Diminutive Dads of the Animal Kingdom; Fathers in many species play a minor role—and they don’t always survive the act of mating
June 15, 2013 Leave a comment
June 14, 2013, 7:24 p.m. ET
Diminutive Dads of the Animal Kingdom
Fathers in many species play a minor role—and they don’t always survive the act of mating
This weekend, children across the country will honor their dads with the usual assortment of cards, tools and ties, thus paying tribute to the influential role that fathers play in our lives. But human dads are unusual in their devotion to family, especially when compared with the rest of the animal kingdom. Though most bird fathers help care for their offspring, absentee dads are the rule in 90% of mammal species. Fatherly care is even less common in other animal groups. Also atypical is our expectation that the dad is the larger and stronger parent. Males are the larger sex in most birds and mammals, but among the vast majority of other animal groups, females are usually larger—often very much larger. Female deep-sea anglerfish, for example, outweigh males by a multiple of as much as 500,000. This makes sense when you think about the biology. Most female animals produce tens to hundreds of thousands of eggs at one time. Their bodies have to be large enough to accommodate these eggs, which can comprise as much as 25% to 75% of the mother’s weight. By contrast, reproductive tissues generally make up less than 1% of a male’s body weight.

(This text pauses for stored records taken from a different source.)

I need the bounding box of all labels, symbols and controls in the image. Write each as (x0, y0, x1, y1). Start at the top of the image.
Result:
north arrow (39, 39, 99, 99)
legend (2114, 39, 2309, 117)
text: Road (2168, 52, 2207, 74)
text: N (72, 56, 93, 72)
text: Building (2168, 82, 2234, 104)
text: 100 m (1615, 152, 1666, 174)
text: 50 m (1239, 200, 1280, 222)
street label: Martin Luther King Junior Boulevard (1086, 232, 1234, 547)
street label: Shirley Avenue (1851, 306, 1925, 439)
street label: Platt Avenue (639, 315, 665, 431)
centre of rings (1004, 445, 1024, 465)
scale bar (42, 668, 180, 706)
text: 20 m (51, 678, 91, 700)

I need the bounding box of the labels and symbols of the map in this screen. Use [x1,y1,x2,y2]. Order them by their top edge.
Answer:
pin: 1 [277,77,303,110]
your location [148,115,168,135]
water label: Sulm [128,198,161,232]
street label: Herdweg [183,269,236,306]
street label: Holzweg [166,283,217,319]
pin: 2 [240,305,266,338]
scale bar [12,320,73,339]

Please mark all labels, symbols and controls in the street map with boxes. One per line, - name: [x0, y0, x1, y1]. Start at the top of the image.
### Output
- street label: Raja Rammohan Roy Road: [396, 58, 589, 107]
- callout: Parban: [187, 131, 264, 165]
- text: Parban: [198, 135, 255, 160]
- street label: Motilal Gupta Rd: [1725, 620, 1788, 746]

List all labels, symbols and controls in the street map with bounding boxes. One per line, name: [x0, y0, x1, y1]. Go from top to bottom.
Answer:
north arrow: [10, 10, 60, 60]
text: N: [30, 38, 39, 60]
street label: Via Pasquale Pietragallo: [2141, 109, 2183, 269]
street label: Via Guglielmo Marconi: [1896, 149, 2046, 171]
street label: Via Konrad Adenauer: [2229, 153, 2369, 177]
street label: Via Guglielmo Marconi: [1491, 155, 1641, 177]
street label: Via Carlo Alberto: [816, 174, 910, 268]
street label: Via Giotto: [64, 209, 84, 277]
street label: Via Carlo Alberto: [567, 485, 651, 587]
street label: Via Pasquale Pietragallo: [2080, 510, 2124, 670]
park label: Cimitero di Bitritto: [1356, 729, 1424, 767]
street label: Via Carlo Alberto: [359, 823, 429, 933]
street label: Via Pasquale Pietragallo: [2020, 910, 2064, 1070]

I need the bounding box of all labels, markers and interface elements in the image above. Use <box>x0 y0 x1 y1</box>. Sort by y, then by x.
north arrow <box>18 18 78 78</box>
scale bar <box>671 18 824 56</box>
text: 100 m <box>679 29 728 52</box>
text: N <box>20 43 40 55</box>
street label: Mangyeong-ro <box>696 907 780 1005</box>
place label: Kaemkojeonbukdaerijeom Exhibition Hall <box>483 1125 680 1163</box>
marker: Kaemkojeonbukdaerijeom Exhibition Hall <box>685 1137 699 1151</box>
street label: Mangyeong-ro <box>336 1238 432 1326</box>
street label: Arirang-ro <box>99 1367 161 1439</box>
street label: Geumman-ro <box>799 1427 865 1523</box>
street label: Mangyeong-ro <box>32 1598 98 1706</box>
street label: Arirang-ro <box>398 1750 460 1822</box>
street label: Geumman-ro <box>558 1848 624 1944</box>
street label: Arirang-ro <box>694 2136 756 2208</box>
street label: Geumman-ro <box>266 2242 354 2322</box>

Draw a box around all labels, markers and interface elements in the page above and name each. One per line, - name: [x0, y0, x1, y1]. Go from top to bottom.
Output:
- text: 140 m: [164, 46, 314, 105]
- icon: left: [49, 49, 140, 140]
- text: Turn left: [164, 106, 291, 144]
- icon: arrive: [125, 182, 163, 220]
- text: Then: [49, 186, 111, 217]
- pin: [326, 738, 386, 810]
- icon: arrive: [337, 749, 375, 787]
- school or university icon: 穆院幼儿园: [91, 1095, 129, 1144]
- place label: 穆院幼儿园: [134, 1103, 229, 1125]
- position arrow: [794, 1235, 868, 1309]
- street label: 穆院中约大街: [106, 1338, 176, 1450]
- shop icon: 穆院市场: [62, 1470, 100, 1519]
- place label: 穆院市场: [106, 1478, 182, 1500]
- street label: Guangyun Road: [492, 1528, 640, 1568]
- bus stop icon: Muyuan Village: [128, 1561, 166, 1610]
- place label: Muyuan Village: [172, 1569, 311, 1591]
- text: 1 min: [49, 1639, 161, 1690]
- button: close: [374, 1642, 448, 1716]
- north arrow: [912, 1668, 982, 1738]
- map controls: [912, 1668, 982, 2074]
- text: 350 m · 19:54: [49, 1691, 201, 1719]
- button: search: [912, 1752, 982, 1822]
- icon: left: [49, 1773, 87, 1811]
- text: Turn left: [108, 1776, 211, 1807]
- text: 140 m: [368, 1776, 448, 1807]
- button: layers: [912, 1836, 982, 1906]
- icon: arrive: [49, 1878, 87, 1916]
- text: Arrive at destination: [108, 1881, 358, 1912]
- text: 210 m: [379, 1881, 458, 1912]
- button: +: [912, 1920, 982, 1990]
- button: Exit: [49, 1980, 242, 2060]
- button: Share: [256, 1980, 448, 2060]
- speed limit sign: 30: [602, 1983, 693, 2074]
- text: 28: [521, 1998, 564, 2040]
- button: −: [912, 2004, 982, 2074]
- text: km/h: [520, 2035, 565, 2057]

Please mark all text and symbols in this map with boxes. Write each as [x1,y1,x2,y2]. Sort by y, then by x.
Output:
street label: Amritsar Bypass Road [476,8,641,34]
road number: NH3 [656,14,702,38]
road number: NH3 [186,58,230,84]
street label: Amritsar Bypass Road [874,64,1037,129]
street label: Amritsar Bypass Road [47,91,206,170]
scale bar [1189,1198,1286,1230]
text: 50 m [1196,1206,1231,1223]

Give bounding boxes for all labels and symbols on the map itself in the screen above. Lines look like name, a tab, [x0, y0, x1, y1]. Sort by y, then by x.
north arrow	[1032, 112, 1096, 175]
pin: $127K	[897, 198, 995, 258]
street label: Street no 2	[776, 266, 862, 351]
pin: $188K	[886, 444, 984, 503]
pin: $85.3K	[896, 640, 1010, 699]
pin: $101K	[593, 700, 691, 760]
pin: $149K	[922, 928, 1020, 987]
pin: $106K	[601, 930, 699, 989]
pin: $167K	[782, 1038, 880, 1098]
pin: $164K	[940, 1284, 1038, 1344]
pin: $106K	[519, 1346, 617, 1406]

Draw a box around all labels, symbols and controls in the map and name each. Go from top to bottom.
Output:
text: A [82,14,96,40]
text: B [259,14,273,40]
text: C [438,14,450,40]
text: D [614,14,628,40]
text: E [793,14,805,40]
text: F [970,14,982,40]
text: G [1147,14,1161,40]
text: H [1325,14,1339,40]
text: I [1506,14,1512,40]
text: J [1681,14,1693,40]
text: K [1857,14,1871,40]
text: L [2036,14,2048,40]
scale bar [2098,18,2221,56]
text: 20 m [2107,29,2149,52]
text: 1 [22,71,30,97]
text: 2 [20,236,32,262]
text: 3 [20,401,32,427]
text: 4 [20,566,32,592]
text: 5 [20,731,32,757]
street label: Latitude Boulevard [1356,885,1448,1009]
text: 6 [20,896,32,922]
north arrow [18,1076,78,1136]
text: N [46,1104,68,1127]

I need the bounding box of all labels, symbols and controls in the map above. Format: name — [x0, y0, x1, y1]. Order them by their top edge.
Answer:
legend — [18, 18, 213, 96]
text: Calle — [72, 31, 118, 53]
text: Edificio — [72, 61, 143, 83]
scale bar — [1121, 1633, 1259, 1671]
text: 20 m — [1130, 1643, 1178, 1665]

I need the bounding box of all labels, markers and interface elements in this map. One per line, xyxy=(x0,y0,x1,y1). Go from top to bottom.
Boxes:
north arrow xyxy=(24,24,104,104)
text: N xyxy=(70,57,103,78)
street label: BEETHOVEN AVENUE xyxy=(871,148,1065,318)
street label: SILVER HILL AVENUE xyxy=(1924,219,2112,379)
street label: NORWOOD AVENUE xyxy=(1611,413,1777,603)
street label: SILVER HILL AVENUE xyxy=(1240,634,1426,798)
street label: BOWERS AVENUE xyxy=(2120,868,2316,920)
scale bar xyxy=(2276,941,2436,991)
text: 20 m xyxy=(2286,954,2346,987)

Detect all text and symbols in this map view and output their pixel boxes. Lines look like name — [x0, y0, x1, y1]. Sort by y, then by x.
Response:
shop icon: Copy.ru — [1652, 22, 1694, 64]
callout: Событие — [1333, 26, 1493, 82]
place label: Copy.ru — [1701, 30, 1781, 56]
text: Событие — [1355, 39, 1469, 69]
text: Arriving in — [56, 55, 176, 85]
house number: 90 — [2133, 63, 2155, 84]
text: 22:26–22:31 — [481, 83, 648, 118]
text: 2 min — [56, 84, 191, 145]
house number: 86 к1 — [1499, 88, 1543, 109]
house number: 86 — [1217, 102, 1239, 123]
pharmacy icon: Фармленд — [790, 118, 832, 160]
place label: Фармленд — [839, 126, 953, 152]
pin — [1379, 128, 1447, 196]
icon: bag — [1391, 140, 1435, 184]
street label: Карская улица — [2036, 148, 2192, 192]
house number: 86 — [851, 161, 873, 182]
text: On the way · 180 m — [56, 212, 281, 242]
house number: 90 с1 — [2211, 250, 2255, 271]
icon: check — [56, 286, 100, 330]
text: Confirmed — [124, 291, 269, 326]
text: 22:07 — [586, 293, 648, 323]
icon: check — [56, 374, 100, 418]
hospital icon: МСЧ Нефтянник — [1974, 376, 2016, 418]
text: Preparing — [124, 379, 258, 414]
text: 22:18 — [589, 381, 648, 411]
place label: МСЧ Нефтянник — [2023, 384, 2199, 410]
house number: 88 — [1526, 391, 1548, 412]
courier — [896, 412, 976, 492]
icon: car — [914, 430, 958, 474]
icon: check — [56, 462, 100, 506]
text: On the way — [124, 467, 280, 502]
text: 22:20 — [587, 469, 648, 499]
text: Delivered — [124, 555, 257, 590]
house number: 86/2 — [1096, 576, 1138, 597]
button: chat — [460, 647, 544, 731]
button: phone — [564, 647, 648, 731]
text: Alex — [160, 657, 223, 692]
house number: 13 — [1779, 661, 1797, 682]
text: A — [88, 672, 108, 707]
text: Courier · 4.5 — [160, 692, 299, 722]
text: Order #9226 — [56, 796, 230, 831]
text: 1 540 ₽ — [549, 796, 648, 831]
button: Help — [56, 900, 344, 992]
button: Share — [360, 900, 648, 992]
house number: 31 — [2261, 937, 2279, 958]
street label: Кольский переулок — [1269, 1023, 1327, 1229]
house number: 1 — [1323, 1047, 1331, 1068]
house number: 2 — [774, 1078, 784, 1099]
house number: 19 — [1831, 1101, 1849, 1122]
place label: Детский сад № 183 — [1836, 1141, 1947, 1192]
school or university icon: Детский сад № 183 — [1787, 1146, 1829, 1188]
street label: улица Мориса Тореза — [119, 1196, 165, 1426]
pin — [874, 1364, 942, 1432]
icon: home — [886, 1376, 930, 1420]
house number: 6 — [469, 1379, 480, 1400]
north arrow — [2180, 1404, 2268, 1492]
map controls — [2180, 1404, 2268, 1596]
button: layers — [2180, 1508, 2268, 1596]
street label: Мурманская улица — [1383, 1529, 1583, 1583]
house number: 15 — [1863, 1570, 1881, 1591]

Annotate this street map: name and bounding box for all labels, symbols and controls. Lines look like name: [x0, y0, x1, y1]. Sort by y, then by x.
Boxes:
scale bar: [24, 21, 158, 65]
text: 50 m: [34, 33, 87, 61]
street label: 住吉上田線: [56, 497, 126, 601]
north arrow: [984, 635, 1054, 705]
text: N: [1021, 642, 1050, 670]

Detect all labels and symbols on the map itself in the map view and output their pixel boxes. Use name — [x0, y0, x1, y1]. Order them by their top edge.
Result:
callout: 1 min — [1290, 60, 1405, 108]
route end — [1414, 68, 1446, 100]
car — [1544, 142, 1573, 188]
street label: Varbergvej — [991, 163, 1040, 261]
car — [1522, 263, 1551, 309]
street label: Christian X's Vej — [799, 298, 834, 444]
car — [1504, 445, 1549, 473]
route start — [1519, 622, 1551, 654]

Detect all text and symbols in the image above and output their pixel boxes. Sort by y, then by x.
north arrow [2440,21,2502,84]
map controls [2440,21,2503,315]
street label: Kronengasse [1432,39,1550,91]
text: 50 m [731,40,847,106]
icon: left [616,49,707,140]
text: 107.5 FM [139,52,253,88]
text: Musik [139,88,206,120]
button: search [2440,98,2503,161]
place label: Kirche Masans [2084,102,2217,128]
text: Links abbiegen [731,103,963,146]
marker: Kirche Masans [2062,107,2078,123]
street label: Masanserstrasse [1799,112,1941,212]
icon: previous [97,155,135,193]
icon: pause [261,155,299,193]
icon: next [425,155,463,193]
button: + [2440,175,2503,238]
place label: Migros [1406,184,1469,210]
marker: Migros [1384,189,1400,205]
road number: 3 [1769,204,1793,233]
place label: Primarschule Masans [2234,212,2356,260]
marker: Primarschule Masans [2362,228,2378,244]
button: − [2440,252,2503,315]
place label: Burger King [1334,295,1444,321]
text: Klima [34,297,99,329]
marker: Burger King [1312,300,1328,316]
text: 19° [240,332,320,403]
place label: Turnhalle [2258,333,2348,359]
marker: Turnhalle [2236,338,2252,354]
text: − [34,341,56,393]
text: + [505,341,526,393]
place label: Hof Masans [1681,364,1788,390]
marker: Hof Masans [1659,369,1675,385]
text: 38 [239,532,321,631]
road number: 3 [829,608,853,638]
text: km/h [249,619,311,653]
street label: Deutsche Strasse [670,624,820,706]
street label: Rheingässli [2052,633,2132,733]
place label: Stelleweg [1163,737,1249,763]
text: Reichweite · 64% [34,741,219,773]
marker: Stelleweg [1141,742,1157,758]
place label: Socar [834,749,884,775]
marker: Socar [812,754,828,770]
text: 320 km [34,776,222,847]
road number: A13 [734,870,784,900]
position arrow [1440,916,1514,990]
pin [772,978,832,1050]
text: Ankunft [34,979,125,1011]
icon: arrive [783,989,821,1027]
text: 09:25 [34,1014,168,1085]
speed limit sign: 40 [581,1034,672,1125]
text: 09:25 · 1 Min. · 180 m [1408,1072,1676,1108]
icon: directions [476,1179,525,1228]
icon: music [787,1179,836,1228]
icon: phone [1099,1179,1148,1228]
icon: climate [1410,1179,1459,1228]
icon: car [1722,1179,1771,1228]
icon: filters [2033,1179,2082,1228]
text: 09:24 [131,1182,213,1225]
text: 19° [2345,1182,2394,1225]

While females are busy making eggs (or live young), males typically spend their time trying to secure mating opportunities. If this means competing with other males through flamboyant displays or physical combat, being larger is generally better. However, if the females are widely dispersed and difficult to locate, males need to focus on simply finding a mate. In these cases, their signature traits are small size, early sexual maturity and specialization for travel. Once they find a female, they often give her their all, sacrificing their small chance of future mating opportunities for maximal reproductive effort.
This is what happens with the yellow garden spider, one of the most common backyard spiders in the U.S. Adult females are up to an inch long and more than 50 times heavier than their diminutive mates. They produce batches of hundreds of eggs, and to fuel this tremendous reproductive effort, they spend almost all of their time trying to capture prey in their large orb webs. The tiny males have a very different life story. They mature weeks before the females and abandon their webs to search for a mate. Without a web, they cannot eat, and most starve or get eaten as they scramble through the vegetation. If they do succeed in finding a female and mating with her, they invariably die in the process. Their copulatory organs are single-use devices and almost always break off in the female’s reproductive tract, where their lifeless bodies are left to hang.
Blanket octopuses provide an even more extreme example. The females in this unusual group reach lengths of 6½ feet and are among the largest of all octopuses. Males, however, are among the smallest, topping out at only 1½ inches. The male’s copulatory organ, a modified arm called the hectocotylus, is longer than his entire body, including his other arms. This impressive organ breaks off during mating and is left within the female’s mantle, a separation that is fatal for the male. The giant females accumulate hectocotyli from several of these minuscule mates before spawning clutches of 100,000 to 300,000 eggs.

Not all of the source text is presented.